Sometimes, I think it’s weird how differently I have been viewing everything this week. I mean, things changed practically within a heartbeat last Sunday. Now, it feels as if not only have my eyes been opened, but my soul has been awakened. It feels as if I am not in the same place anymore. Even though I have seen the same things over and over again, everything around me feels so new and different. Life feels different. I see new things in Joelle that are fascinating. Joshua seems different as well. Even music has taken on a different beauty that I can’t explain. I can’t explain anything at the moment. It’s as if God has given me another chance and another point of view in life.
This past Sunday I got a an answer to one of my prayers that, although may seem small and insignificant to anyone else, felt really huge to me:
Our former pastor, who has stepped down at our church to do bigger and better things for God’s purpose, is someone that I always related to musically. Whenever we used to play on some special worship teams together, I always felt closer to God because of him. Not because we was our pastor, but because it felt like we charged each other up so much that it almost as if we could light up the entire church building and then some.
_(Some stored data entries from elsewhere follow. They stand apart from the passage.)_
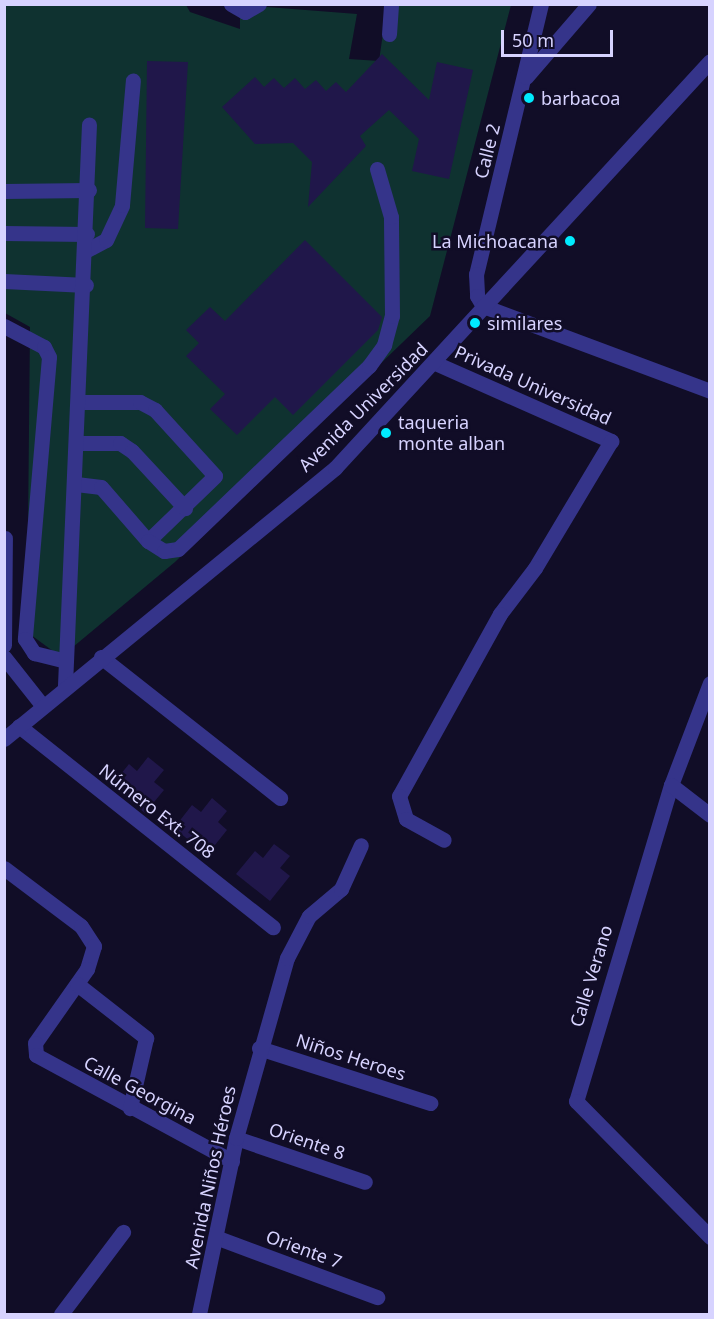 <!DOCTYPE html>
<meta charset="utf-8">
<style>
body{margin:0}
#map{position:relative;width:714px;height:1319px;overflow:hidden;background:#110d27;font-family:"Noto Sans",sans-serif}
div>[style]{position:absolute}
[style*='--x']{left:calc(var(--x)*1px);top:calc(var(--y)*1px);width:calc(var(--w)*1px);rotate:calc(var(--a)*1deg)}
.green>*{inset:0;background:#0f3230}
.building>*{inset:0;background:#20174a}
.minor>*{height:15px;margin:-7.5px;padding:0 7.5px;transform-origin:7.5px;border-radius:7.5px;background:#35348a}
.dots>*{width:16px;height:16px;translate:-50% -50%;box-sizing:border-box;border:3px solid #110d27;border-radius:50%}
span{translate:-50% -50%;white-space:nowrap;text-align:center;line-height:1.15;-webkit-text-stroke:5px #110d27;paint-order:stroke}
.poi-label{font-size:18px;color:#d7d3ff}
.left{translate:0 -50%;text-align:left}
.right{translate:-100% -50%;text-align:right}
.street-label{font-size:18px;color:#d7d3ff}
.frame{position:absolute;inset:0;border:6px solid #d7d3ff;pointer-events:none}
.scale{position:absolute;left:501px;top:30px;width:112px;height:27px;box-sizing:border-box;border:3px solid #d7d3ff;border-top:0;padding-left:8px;font-size:18px;line-height:21px;white-space:nowrap;color:#d7d3ff;-webkit-text-stroke:4px #110d27;paint-order:stroke}
</style>
<div id="map">
<div class="green">
<i style="clip-path:polygon(4px 5px,186px 5px,190px 12px,240px 29px,240px 5px,357px 14px,349px 59px,379px 61px,387px 5px,511px 5px,430px 316px,175px 562px,61px 657px,27px 632px,30px 327px,5px 313px)"></i>
</div>
<div class="building">
<i style="clip-path:polygon(382px 54px,429px 100px,437px 62px,473px 70px,449px 179px,412px 171px,419px 139px,389px 110px,360px 136px,366px 146px,308px 207px,312px 162px,293px 143px,255px 144px,222px 107px,255px 77px,264px 87px,274px 78px,284px 88px,295px 78px,305px 89px,316px 80px,326px 91px,336px 82px,346px 92px)"></i>
<i style="clip-path:polygon(147px 61px,188px 62px,178px 229px,145px 228px)"></i>
<i style="clip-path:polygon(305px 240px,382px 317px,378px 330px,293px 415px,275px 397px,237px 435px,210px 409px,225px 394px,186px 356px,199px 343px,186px 330px,210px 307px,225px 321px)"></i>
<i style="clip-path:polygon(148px 757px,164px 770px,154px 782px,164px 790px,145px 813px,111px 786px,129px 764px,137px 771px)"></i>
<i style="clip-path:polygon(212px 798px,227px 811px,218px 822px,227px 830px,207px 855px,174px 828px,192px 805px,201px 812px)"></i>
<i style="clip-path:polygon(274px 844px,290px 856px,280px 868px,290px 876px,270px 901px,236px 874px,255px 851px,263px 858px)"></i>
</div>
<div class="minor">
<i style="--x:231;--y:4;--w:16;--a:30"></i>
<i style="--x:245;--y:12;--w:16;--a:-30"></i>
<i style="--x:541;--y:4;--w:278;--a:103.5"></i>
<i style="--x:476;--y:274;--w:22;--a:87"></i>
<i style="--x:477;--y:296;--w:12;--a:59"></i>
<i style="--x:483;--y:306;--w:242;--a:20.5"></i>
<i style="--x:389;--y:34;--w:30;--a:-86"></i>
<i style="--x:526;--y:77;--w:96;--a:-49.2"></i>
<i style="--x:4;--y:191;--w:85;--a:-0.7"></i>
<i style="--x:4;--y:233;--w:83;--a:0.7"></i>
<i style="--x:87;--y:250;--w:21;--a:-28"></i>
<i style="--x:106;--y:240;--w:38;--a:-65"></i>
<i style="--x:122;--y:205;--w:125;--a:-85"></i>
<i style="--x:4;--y:281;--w:82;--a:2.8"></i>
<i style="--x:4;--y:326;--w:45;--a:27.7"></i>
<i style="--x:44;--y:347;--w:11;--a:63"></i>
<i style="--x:49;--y:357;--w:283;--a:94.9"></i>
<i style="--x:25;--y:639;--w:17;--a:57"></i>
<i style="--x:34;--y:653;--w:30;--a:14"></i>
<i style="--x:435;--y:363;--w:193;--a:23.9"></i>
<i style="--x:611;--y:441;--w:148;--a:120.9"></i>
<i style="--x:535;--y:568;--w:58;--a:127.3"></i>
<i style="--x:500;--y:614;--w:208;--a:119"></i>
<i style="--x:399;--y:796;--w:24;--a:73"></i>
<i style="--x:406;--y:819;--w:43;--a:28.9"></i>
<i style="--x:80;--y:402;--w:60;--a:0"></i>
<i style="--x:140;--y:402;--w:17;--a:28"></i>
<i style="--x:155;--y:410;--w:89;--a:47.7"></i>
<i style="--x:215;--y:476;--w:93;--a:135.9"></i>
<i style="--x:78;--y:443;--w:42;--a:0"></i>
<i style="--x:120;--y:443;--w:14;--a:34"></i>
<i style="--x:132;--y:451;--w:78;--a:47.1"></i>
<i style="--x:76;--y:484;--w:25;--a:7"></i>
<i style="--x:101;--y:487;--w:72;--a:49"></i>
<i style="--x:148;--y:541;--w:19;--a:32"></i>
<i style="--x:164;--y:551;--w:14;--a:-8"></i>
<i style="--x:178;--y:549;--w:265;--a:-43.8"></i>
<i style="--x:369;--y:366;--w:26;--a:-54"></i>
<i style="--x:384;--y:345;--w:30;--a:-75"></i>
<i style="--x:392;--y:316;--w:99;--a:-90.6"></i>
<i style="--x:391;--y:217;--w:50;--a:-106.3"></i>
<i style="--x:4;--y:645;--w:107;--a:-89.5"></i>
<i style="--x:4;--y:657;--w:61;--a:51.6"></i>
<i style="--x:101;--y:657;--w:228;--a:38.2"></i>
<i style="--x:710;--y:683;--w:109;--a:110.9"></i>
<i style="--x:671;--y:785;--w:330;--a:106.7"></i>
<i style="--x:576;--y:1101;--w:191;--a:45.4"></i>
<i style="--x:65;--y:685;--w:561;--a:-87.55"></i>
<i style="--x:19;--y:726;--w:324;--a:38.4"></i>
<i style="--x:4;--y:739;--w:428;--a:-39.3"></i>
<i style="--x:335;--y:468;--w:553;--a:-47.34"></i>
<i style="--x:671;--y:785;--w:49;--a:37.6"></i>
<i style="--x:4;--y:868;--w:96;--a:37"></i>
<i style="--x:81;--y:926;--w:24;--a:57"></i>
<i style="--x:94;--y:946;--w:24;--a:107"></i>
<i style="--x:87;--y:969;--w:90;--a:125.1"></i>
<i style="--x:35;--y:1043;--w:12;--a:85"></i>
<i style="--x:36;--y:1055;--w:223;--a:28.4"></i>
<i style="--x:77;--y:984;--w:88;--a:38"></i>
<i style="--x:146;--y:1038;--w:72;--a:102.9"></i>
<i style="--x:259;--y:1048;--w:180;--a:17.8"></i>
<i style="--x:236;--y:1138;--w:136;--a:18.8"></i>
<i style="--x:218;--y:1238;--w:170;--a:20.4"></i>
<i style="--x:61;--y:1314;--w:103;--a:-52.9"></i>
<i style="--x:199;--y:1314;--w:180;--a:-78.1"></i>
<i style="--x:236;--y:1138;--w:187;--a:-74.2"></i>
<i style="--x:287;--y:958;--w:47;--a:-62.4"></i>
<i style="--x:309;--y:916;--w:42;--a:-40.2"></i>
<i style="--x:341;--y:889;--w:48;--a:-65.6"></i>
</div>
<div class="dots">
<i style="left:529px;top:98px;background:#00ebfe"></i>
<i style="left:570px;top:241px;background:#00ebfe"></i>
<i style="left:475px;top:323px;background:#00ebfe"></i>
<i style="left:386px;top:433px;background:#00ebfe"></i>
</div>
<div class="poi-label">
<span class="left" style="left:541px;top:98px">barbacoa</span>
<span class="right" style="left:558px;top:241px">La Michoacana</span>
<span class="left" style="left:487px;top:323px">similares</span>
<span class="left" style="left:398px;top:433px">taqueria<br>monte alban</span>
</div>
<div class="street-label">
<span style="left:487px;top:151px;rotate:-76deg">Calle 2</span>
<span style="left:533px;top:385px;rotate:24deg">Privada Universidad</span>
<span style="left:363px;top:407px;rotate:-45deg">Avenida Universidad</span>
<span style="left:157px;top:811px;rotate:38deg">Número Ext. 708</span>
<span style="left:591px;top:976px;rotate:-73deg">Calle Verano</span>
<span style="left:351px;top:1057px;rotate:18deg">Niños Heroes</span>
<span style="left:140px;top:1090px;rotate:28deg">Calle Georgina</span>
<span style="left:307px;top:1141px;rotate:19deg">Oriente 8</span>
<span style="left:210px;top:1177px;rotate:-78deg">Avenida Niños Héroes</span>
<span style="left:304px;top:1249px;rotate:20deg">Oriente 7</span>
</div>
<div class="frame"></div>
<div class="scale">50 m</div>
</div>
You wanna talk about being gripped by the Holy Spirit, this was unexplainable to the point of overwhelm. If anything, I don’t know if his new position will allow us to do worship music like that again, so all I wanted was that chance to do this once more, even if it turns out to the be the last time (which I hope not, but one never knows). That’s all I prayed for.
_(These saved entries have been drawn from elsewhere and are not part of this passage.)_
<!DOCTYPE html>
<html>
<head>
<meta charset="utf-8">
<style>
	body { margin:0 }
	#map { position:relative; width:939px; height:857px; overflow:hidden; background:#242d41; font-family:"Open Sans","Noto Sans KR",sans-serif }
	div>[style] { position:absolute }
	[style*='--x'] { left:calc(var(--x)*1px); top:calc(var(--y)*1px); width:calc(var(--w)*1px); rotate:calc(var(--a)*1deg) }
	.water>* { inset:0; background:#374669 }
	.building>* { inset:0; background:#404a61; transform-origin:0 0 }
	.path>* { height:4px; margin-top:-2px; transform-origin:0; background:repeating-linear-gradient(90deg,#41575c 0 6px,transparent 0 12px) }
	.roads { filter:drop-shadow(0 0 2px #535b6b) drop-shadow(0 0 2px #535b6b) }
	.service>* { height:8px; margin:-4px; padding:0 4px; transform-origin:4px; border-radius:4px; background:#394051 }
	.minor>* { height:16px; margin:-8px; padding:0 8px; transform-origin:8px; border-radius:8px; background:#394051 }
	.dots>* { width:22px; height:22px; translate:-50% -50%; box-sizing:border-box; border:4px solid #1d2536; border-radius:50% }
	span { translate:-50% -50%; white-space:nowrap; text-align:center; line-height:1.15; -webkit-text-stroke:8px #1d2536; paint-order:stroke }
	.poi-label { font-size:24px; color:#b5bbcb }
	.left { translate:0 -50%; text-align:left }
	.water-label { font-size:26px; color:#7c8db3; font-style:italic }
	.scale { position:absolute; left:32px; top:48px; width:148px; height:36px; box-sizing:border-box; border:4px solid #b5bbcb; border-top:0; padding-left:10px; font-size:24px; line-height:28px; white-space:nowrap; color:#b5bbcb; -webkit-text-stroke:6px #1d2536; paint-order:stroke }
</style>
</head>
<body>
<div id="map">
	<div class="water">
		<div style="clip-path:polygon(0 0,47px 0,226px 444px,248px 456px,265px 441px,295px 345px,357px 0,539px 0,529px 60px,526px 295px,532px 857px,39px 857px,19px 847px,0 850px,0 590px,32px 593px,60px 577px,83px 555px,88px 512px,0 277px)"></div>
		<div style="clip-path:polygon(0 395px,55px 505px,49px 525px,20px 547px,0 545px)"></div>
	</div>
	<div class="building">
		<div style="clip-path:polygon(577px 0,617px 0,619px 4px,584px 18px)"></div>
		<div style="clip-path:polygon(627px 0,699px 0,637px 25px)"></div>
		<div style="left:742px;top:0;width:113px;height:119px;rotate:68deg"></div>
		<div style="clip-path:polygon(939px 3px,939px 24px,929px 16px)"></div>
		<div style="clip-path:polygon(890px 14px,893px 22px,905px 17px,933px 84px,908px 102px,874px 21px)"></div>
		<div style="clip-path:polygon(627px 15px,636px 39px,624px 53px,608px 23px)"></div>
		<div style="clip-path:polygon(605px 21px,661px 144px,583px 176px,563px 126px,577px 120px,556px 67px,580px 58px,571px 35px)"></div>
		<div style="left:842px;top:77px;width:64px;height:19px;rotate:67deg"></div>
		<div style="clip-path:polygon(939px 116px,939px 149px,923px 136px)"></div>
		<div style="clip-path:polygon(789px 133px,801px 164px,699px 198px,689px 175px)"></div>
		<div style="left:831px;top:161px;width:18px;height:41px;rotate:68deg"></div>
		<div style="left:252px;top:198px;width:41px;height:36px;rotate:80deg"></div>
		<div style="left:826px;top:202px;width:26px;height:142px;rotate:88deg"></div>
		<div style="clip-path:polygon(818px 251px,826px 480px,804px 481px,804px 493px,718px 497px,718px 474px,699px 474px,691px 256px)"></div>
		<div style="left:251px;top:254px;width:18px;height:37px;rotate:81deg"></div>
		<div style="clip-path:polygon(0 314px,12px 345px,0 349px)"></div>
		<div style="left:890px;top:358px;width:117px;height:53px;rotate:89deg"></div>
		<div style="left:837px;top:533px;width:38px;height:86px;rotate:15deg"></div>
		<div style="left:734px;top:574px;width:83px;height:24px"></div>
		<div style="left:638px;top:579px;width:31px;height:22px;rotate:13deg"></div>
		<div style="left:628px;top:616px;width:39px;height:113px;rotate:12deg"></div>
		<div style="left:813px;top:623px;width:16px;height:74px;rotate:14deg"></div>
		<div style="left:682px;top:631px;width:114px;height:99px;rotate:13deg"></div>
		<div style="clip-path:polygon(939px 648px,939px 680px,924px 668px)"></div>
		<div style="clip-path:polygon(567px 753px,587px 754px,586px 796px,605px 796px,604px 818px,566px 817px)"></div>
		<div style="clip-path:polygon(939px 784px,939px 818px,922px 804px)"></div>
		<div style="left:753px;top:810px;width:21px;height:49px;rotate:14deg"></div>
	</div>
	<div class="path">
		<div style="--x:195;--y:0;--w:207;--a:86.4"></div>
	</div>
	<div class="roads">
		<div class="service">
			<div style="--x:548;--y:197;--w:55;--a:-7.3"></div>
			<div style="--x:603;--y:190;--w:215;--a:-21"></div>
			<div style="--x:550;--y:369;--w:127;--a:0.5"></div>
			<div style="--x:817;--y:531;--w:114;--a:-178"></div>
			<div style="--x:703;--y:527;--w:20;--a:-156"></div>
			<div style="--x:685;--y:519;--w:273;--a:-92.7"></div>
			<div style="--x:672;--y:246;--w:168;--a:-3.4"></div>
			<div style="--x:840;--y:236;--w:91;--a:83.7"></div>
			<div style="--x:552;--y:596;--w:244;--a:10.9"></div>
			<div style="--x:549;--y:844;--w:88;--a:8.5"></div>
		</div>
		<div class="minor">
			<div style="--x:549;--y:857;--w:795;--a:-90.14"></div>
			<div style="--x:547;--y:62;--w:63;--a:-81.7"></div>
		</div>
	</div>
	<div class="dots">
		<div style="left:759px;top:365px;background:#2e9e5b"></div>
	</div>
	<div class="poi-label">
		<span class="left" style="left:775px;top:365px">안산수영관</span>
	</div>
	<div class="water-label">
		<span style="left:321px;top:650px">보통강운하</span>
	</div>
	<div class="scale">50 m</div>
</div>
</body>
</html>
My prayer got answered when I was playing at his send-off party last Sunday. In our second worship set, our worship team leader right into the song asked the pastor to come up and sing with us. It didn’t take another second to realize it all, and I was so overwhelmed with joy, I was practically drowning in my own tears. Funny enough, we were singing “How Great Is Our God”, and to me, nothing could have been more true at the time. It was way too much to contain, and I was playing it out so hard on my guitar that I was surprised that I didn’t break a string.
It was such a tiny prayer, but it was answered in such a big way to me. It truly showed how great is our God!